Brentano on Time-Consciousness
Abstract
For many years, the importance and significance of Brentano’s conception of time-consciousness in contemporary philosophy was closely tied with Husserl’s adaptation of this conception in his own lectures on time-consciousness. These lectures, which Husserl held in Göttingen in 1904-05, were edited in the 1920s by the brilliant phenomenologist Edith Stein and are the source of many of the central ideas of transcendental phenomenology. In April 1926, Stein’s work was then taken over by Martin Heidegger, a young careerist who, after spending some years as Husserl’s assistant in Freiburg, took over many of Husserl’s ideas and published a volume on being and time that would convince Husserl to choose him as his successor. Soon enough, and thanks to the publication of Husserl’s lectures, “Brentano’s conception of time-consciousness” became the heading of a supposedly surpassed and defective theory, which was to be replaced subsequently by transcendental phenomenology and its heirs in Freiburg and later in France.

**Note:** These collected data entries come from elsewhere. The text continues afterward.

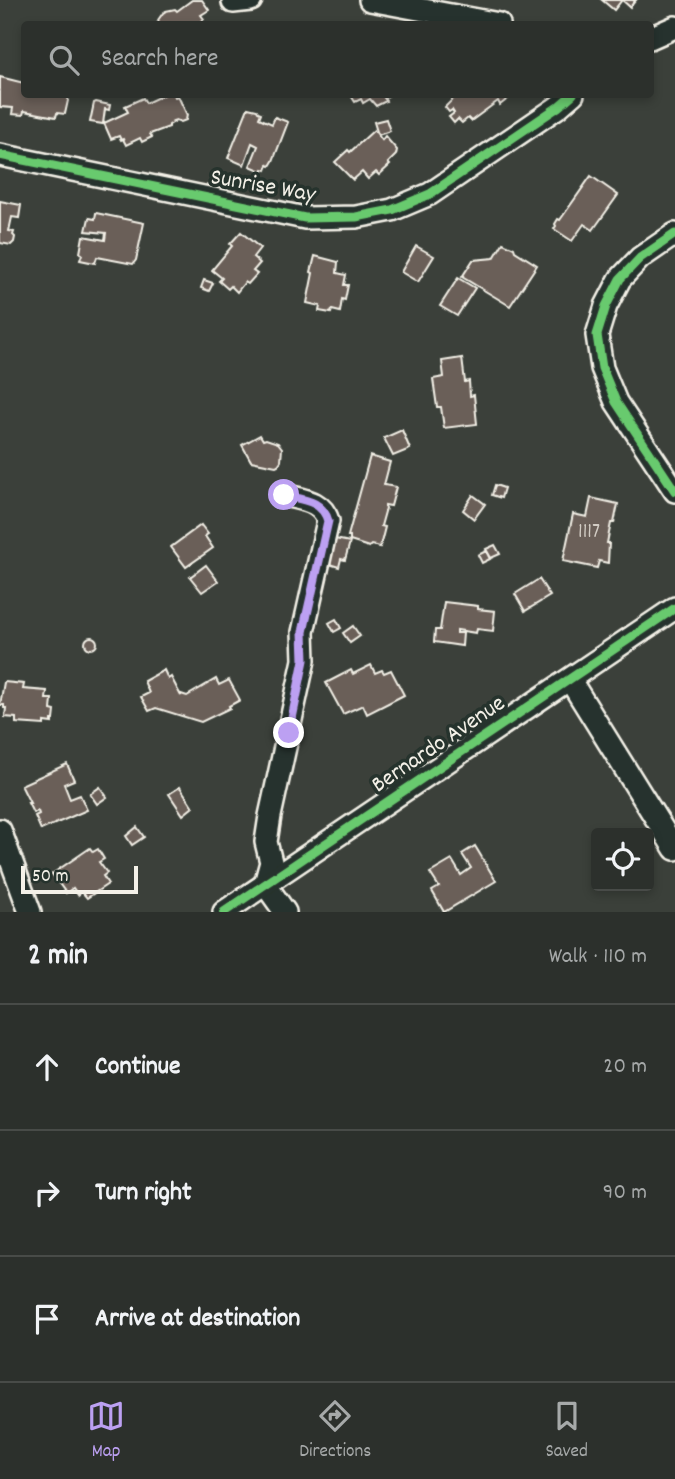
<!DOCTYPE html>
<meta charset="utf-8">
<style>
body{margin:0;font-family:Dekko,sans-serif;background:#383c38;color:#f1f3f6}
.controls{position:absolute;right:21px;bottom:21px;display:grid;overflow:hidden;border-radius:7px;box-shadow:0 4px 10px #0003}
.controls button{width:63px;height:63px;display:grid;place-items:center;padding:0;border:0;border-bottom:2px solid #484b48;background:#2c302c;color:#f1f3f6;font:35px sans-serif}
.scale{position:absolute;left:21px;bottom:18px;width:117px;box-sizing:border-box;padding-left:7px;border:4px solid #f4f1e8;border-top:0;font-size:19px;line-height:24px;white-space:nowrap;color:#f4f1e8;-webkit-text-stroke:5px #26332d;paint-order:stroke}
.stop{position:absolute;width:21px;height:21px;margin:-16px;border:5px solid #bca0f2;border-radius:50%;background:#fff}
.stop.end{background:#bca0f2;border-color:#fff;box-shadow:0 2px 7px #0008}
.list{margin:0;padding:0;list-style:none}
h2{display:flex;justify-content:space-between;align-items:center;height:91px;margin:0;padding:0 28px;font-size:30px}
h2 small{font-size:23px;font-weight:400;color:#a6a9a9}
.list li{display:grid;grid-template-columns:46px 1fr auto;gap:21px;align-items:center;box-sizing:border-box;height:126px;padding:0 28px;border-top:2px solid #484b48}
.list b{display:block;font-size:26px;white-space:nowrap}
.list em{font-size:23px;font-style:normal;color:#a6a9a9}
.icon{flex:none;width:38px;height:38px;fill:none;stroke:currentColor;stroke-width:2;stroke-linecap:round;stroke-linejoin:round}
.map{position:relative;flex:none;width:675px;height:912px;overflow:hidden}
.search{position:absolute;background:#2c302c;box-shadow:0 4px 10px #0003;left:21px;right:21px;top:21px;height:77px;display:flex;align-items:center;gap:18px;box-sizing:border-box;padding:0 24px;border-radius:7px;color:#a6a9a9;font-size:26px}
.sheet{height:469px;background:#2c302c}
nav{display:flex;justify-content:space-around;align-items:center;box-sizing:border-box;height:98px;border-top:2px solid #484b48;background:#2c302c;font-size:19px;color:#a6a9a9}
nav a{display:grid;justify-items:center;gap:4px}
nav .on{color:#bca0f2}
.map>svg:first-child{display:block}
</style>
<div class="map">
<svg width="675" height="912" viewBox="0 0 675 912">
<rect width="100%" height="100%" fill="#3b403a"/>
<filter id="ink" filterUnits="userSpaceOnUse"><feTurbulence type="fractalNoise" baseFrequency=".0143" numOctaves="2"/><feDisplacementMap in="SourceGraphic" scale="14" xChannelSelector="R" yChannelSelector="G"/><feConvolveMatrix kernelMatrix="1 2 1 2 8 2 1 2 1" color-interpolation-filters="sRGB"/></filter>
<g filter="url(#ink)">
<g fill="#6b5f58" stroke="#f4f1e8" stroke-width="2">
<path d="M192,0H202L209,10L201,15L204,19L202,21L204,24H156L159,22L158,20L163,13L166,11L175,9L177,11Z"/>
<path d="M602,0H636L630,7L622,0L614,10Z"/>
<path d="M0,77L24,83V94H66L69,96L65,114L57,113L56,117L24,111L23,115L12,114L13,108L0,107Z"/>
<path d="M165,94H174L175,97L178,96L187,115L186,120L181,122L176,120L173,121L174,122L169,125V127L150,134L152,137L142,142L140,138L126,145L123,139L121,140L119,136L111,139L104,123L128,112L125,106L143,98L146,103Z"/>
<path d="M350,94H391L385,98L383,96L386,101L376,106L370,99L363,103L361,99L355,102Z"/>
<path d="M458,94H507L509,98L500,105L498,101L471,121L468,118L462,123L458,119L454,123L449,117L454,113L452,110L449,112L445,107Z"/>
<path d="M96,102L110,105L109,110L105,109L103,124L90,122L94,103Z"/>
<path d="M248,108L257,110L258,112L261,113L259,118L272,124L275,117L288,122L273,161L270,166L268,165L266,170L263,169L262,171L250,166L258,146L252,143L244,165L228,158Z"/>
<path d="M386,119L390,131L378,135L374,122Z"/>
<path d="M374,130L382,140L385,136L397,150L396,155L388,163L390,165L379,175L376,172L368,179L362,172L353,180L335,162L348,150L350,152Z"/>
<path d="M591,176L618,195L593,230L584,224L572,241L554,229L556,226L555,224L558,219L560,220Z"/>
<path d="M0,201L21,205L19,218L12,217L9,231L14,232L13,235L15,237L14,242L11,245L0,243Z"/>
<path d="M96,213L144,223L136,260L133,264L97,257L95,263L80,260L82,254L80,253L83,236L105,240L106,233L86,231L89,218L95,219Z"/>
<path d="M241,232L260,248L253,257L260,263L253,271L257,274L248,284L245,282L237,292L231,286L228,289L219,281L222,278L212,270L232,246L230,244Z"/>
<path d="M503,243L514,248L515,251L537,265L510,306L462,277L473,260L494,258Z"/>
<path d="M416,246L434,256L418,282L401,272Z"/>
<path d="M315,256L338,262L337,273L346,275L344,285H348L345,300L342,299L340,312L332,310L331,313L319,311L320,306L307,303L313,273L311,272Z"/>
<path d="M458,278L475,288L457,316L440,306Z"/>
<path d="M204,280L213,283L209,291L201,288Z"/>
<path d="M462,358L465,382L469,381L470,396L474,395L477,424L444,428L441,407H437L433,379L444,377L442,361Z"/>
<path d="M402,430L410,449L393,456L384,438Z"/>
<path d="M260,435L263,440L266,439L278,443L282,448L281,461L278,465L276,466L251,461L242,445Z"/>
<path d="M370,456L390,462L384,485L396,487L391,506L385,505V507L386,508L381,526L385,527L380,547L371,545L369,547L350,541V536H348Z"/>
<path d="M495,485L504,488L501,498L492,495Z"/>
<path d="M473,495L485,504L474,519L463,510Z"/>
<path d="M591,498L618,504L614,523H611L607,543H609L608,563L599,561L597,568L563,561L573,514L587,517Z"/>
<path d="M201,525L208,534L205,536L213,548L186,567L171,547Z"/>
<path d="M335,539L350,542L345,560L341,559L339,567L329,564Z"/>
<path d="M495,545L500,554L491,558L486,549Z"/>
<path d="M486,551L490,559L482,563L478,555Z"/>
<path d="M206,565L218,581L202,592L190,577Z"/>
<path d="M539,579L550,596L525,611L515,594Z"/>
<path d="M444,602L478,606V609L495,611L493,631L477,629L476,633L457,630V633H463L462,646L434,642L435,630H440Z"/>
<path d="M336,619L341,628L334,632L329,623Z"/>
<path d="M353,626L360,636L350,643L343,633Z"/>
<circle cx="91" cy="643" r="6"/>
<path d="M371,665L375,673L382,670L384,673L391,670L404,695L367,714L363,705L343,714L326,683L351,670L353,674Z"/>
<path d="M164,670L168,679L171,677L181,696V694L187,696L216,679L219,685L229,680L240,700L229,706L230,708L201,722L156,708L149,711L141,697L149,693L144,681Z"/>
<path d="M4,682L24,684L23,689L47,691L46,699H52L51,710L55,711L54,720H52V723L44,722V725L16,723V718L5,717L6,708H4V705H0Z"/>
<path d="M67,764L74,780L64,784L70,799L80,795L87,810L41,830L35,816L39,814L38,811L33,813L28,803H30L21,785Z"/>
<path d="M100,787L107,797L97,804L90,794Z"/>
<path d="M180,787L193,807L183,815L169,794Z"/>
<path d="M137,827L144,837L132,845L126,836Z"/>
<path d="M475,846L496,881L444,912L432,891L439,887L430,873L452,860L461,875L471,868L462,854Z"/>
<path d="M90,848L93,852L98,849L104,859L99,862L107,873L103,876L108,884L87,898L82,892L78,895L73,888L66,893L52,874Z"/>
</g>
<g fill="none" stroke-linecap="round" stroke-linejoin="round">
<defs>
<g id="minor">
<path d="M370,0L499,24"/>
<path d="M233,2L251,0"/>
<path d="M650,38L675,27"/>
<path d="M0,155L305,218L356,217L392,210L430,194L558,107L573,94"/>
<path d="M675,234L640,258L620,279L606,306L597,335L602,368L616,402L675,491"/>
<path d="M284,495C302,500 322,500 328,521L303,632L304,660L270,816L266,842L271,862L265,884L285,912"/>
<path d="M570,680L675,849"/>
<path d="M0,830L30,912"/>
<path d="M224,912L675,608"/>
</g>
</defs>
<use href="#minor" stroke="#f4f1e8" stroke-width="26"/>
<use href="#minor" stroke="#26332d" stroke-width="21"/>
<defs>
<g id="cycleway">
<path d="M0,155L305,218L356,217L392,210L430,194L558,107L573,94"/>
<path d="M675,234L640,258L620,279L606,306L597,335L602,368L616,402L675,491"/>
<path d="M224,912L675,608"/>
</g>
</defs>
<use href="#cycleway" stroke="#26332d" stroke-width="13"/>
<use href="#cycleway" stroke="#67ca6e" stroke-width="9"/>
</g>
</g>
<g fill="none" stroke-linecap="round" stroke-linejoin="round" filter="url(#ink)">
<path stroke="#bca0f2" stroke-width="9" d="M284,495C303,500 322,500 328,521L303,632L304,660L289,733"/>
</g>
<g text-anchor="middle" dominant-baseline="central" stroke-width="7" stroke-linejoin="round" paint-order="stroke">
<g font-size="21" fill="#d2ccc4">
<text x="589" y="533">1117</text>
</g>
<g font-size="24" fill="#f4f1e8" stroke="#26332d">
<text transform="translate(263 187) rotate(10)">Sunrise Way</text>
<text transform="translate(439 745) rotate(-34)">Bernardo Avenue</text>
</g>
</g>
</svg>
<div class="controls">
<button><svg class="icon" aria-label="locate" viewBox="0 0 24 24"><circle cx="12" cy="12" r="6"/><path d="M12 2v4M12 18v4M2 12h4M18 12h4"/></svg></button>
</div>
<div class="scale">50 m</div>
<div class="stop" style="left:284px;top:495px"></div>
<div class="stop end" style="left:289px;top:733px"></div>
<div class="search"><svg class="icon" aria-label="search" viewBox="0 0 24 24"><circle cx="10" cy="10" r="6"/><path d="M15 15l6 6"/></svg>Search here</div>
</div>
<section class="sheet">
<h2>2 min<small>Walk · 110 m</small></h2>
<ul class="list">
<li><svg class="icon" aria-label="ahead" viewBox="0 0 24 24"><path d="M12 20V5M6 11l6-6 6 6"/></svg><div><b>Continue</b></div><em>20 m</em></li>
<li><svg class="icon" aria-label="right" viewBox="0 0 24 24"><path d="M7 20v-9h11M14 6l5 5-5 5"/></svg><div><b>Turn right</b></div><em>90 m</em></li>
<li><svg class="icon" aria-label="arrive" viewBox="0 0 24 24"><path d="M6 21V4h12l-3 4 3 4H6"/></svg><div><b>Arrive at destination</b></div></li>
</ul>
</section>
<nav>
<a class="on"><svg class="icon" aria-label="map" viewBox="0 0 24 24"><path d="M3 6l6-2 6 2 6-2v14l-6 2-6-2-6 2zM9 4v14M15 6v14"/></svg>Map</a>
<a><svg class="icon" aria-label="directions" viewBox="0 0 24 24"><path d="M12 3l9 9-9 9-9-9zM9 14v-3h6M13 9l2 2-2 2"/></svg>Directions</a>
<a><svg class="icon" aria-label="saved" viewBox="0 0 24 24"><path d="M7 4h10v16l-5-4-5 4z"/></svg>Saved</a>
</nav>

This brief and quite tragic history of the reception of Brentano’s conception of time-consciousness has meanwhile been rectified to some extent by a number of works that offer a less biased picture of Brentano’s various conceptions of time-consciousness. The picture remains incomplete, however, without a consideration of the motivations behind the different conceptions advocated by Brentano. By taking Brentano’s metaphysical views into account as his background motivation, it is possible to draw a comprehensive picture of the different conceptions he defended and to get around the uneasy division of his works into early and ‘mature’ views, which has often been taken as a starting point for assessing the importance of reism (see CHAP. 13) at the expense of the rest of his works. While such divisions may be historically justified, they tend to hide the forest behind the trees. For this reason, I will first start with a description of the forest (§§2-3) to finish with a classification of the trees (§4).